I have several questions regarding pooled datasets, weighting and svyset-command in Stata:

1) I am pooling datasets from multiple countries into regions to estimate HIV prevalence ratios between men and women in specific regions and to compare ratios from different regions. I have understood that I should de-normalize the weights in each of the countries before I pool them together, however I do not understand exactly how this is done.

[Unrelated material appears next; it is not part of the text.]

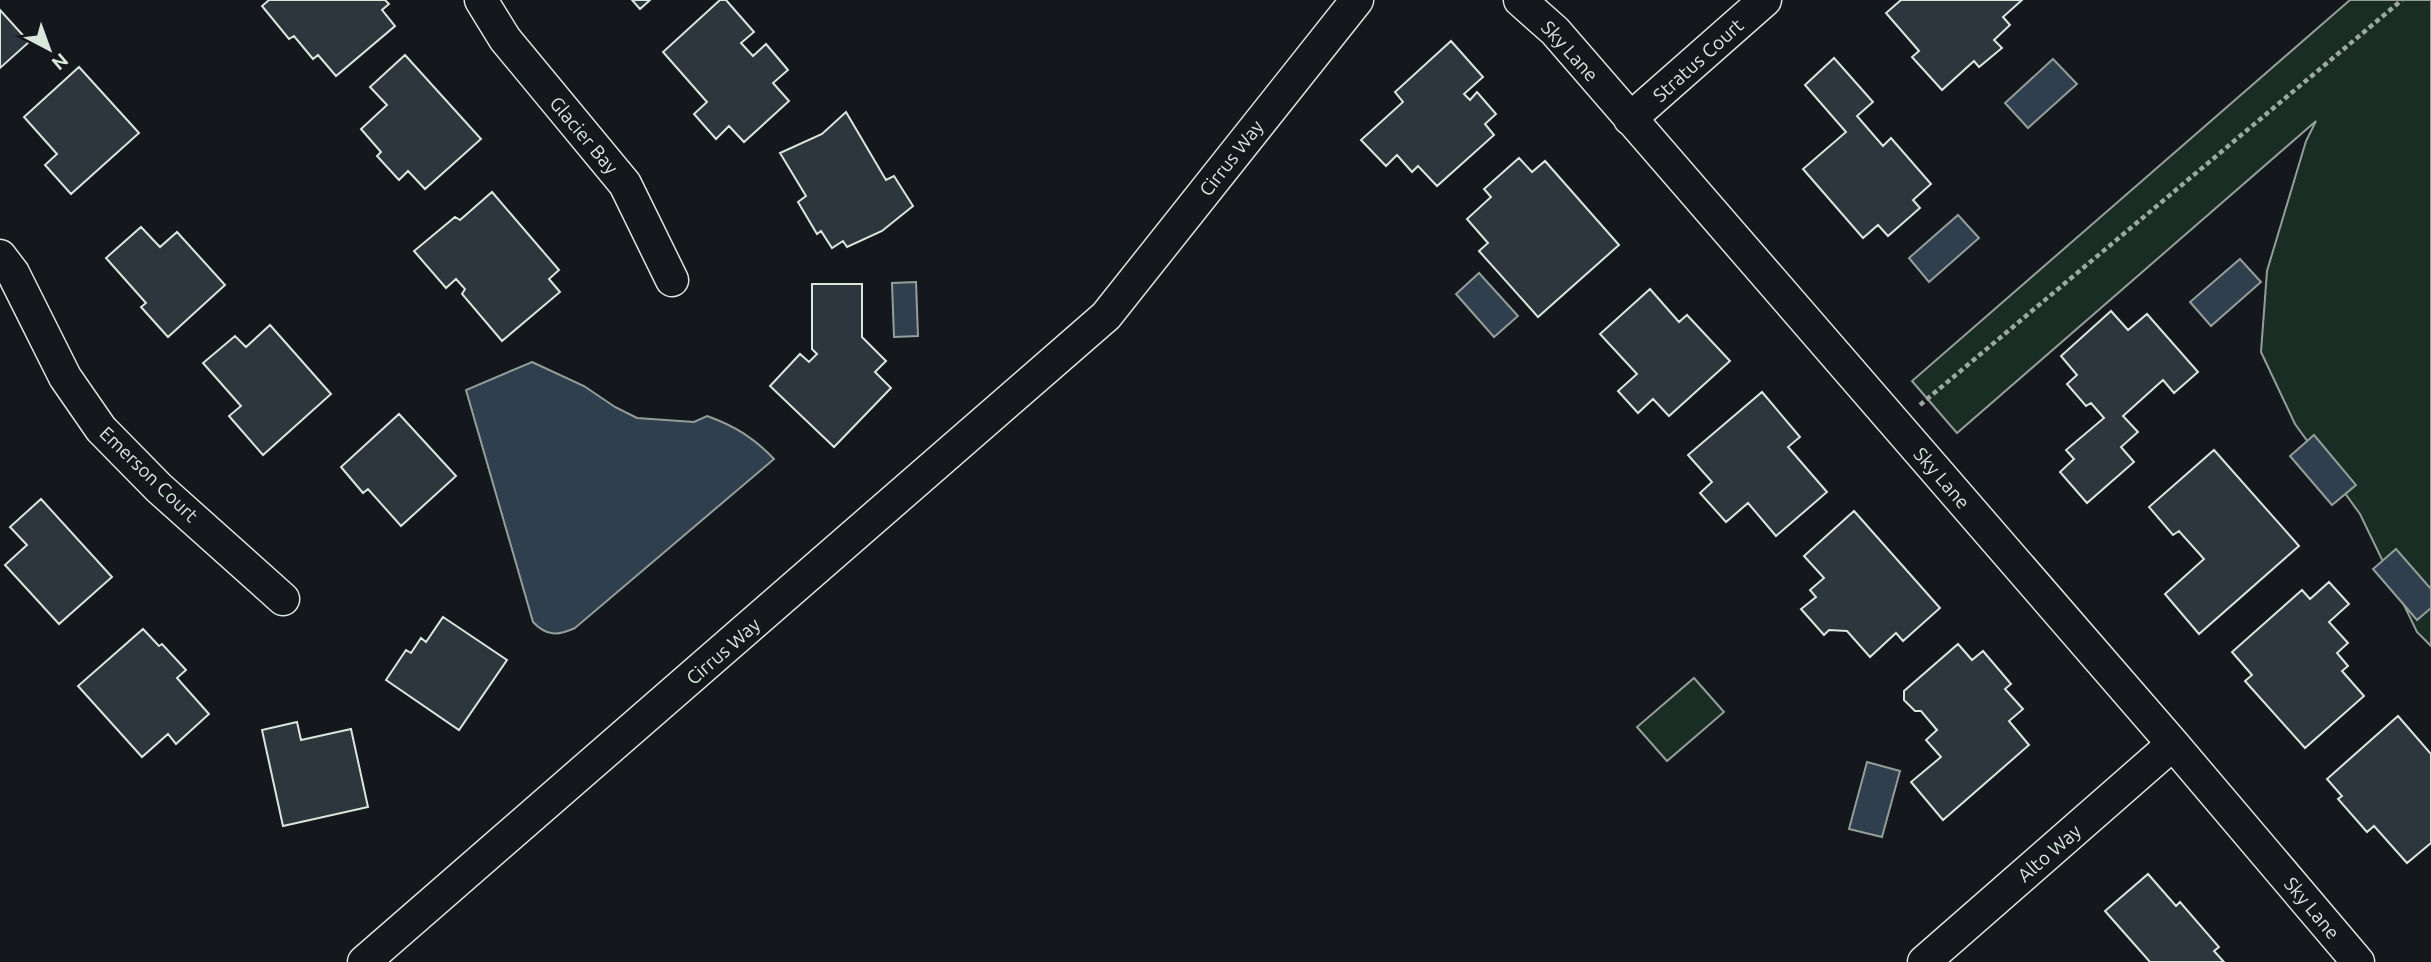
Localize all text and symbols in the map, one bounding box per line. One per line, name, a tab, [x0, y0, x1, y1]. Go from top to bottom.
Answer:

In the formula for de-normalizing weights, which value for v005 do I use/how do I find this value?

2) Should I do anything more to these de-normalized weights for Stata to understand that they represent different countries (like with the strata and cluster variables)?

3) I have already appended male and individual recode files and merged this "pooled" file with the HIV file for each of the countries. To asses HIV prevalence ratio, I am using the hiv05 (weight from HIV dataset). I have also done analyses on these datasets (each country separately) and did nothing to the hiv05-weigth, however, now I am a bit confused as to wether I should do something to this weight or not, since these datasets also are pooled in a way..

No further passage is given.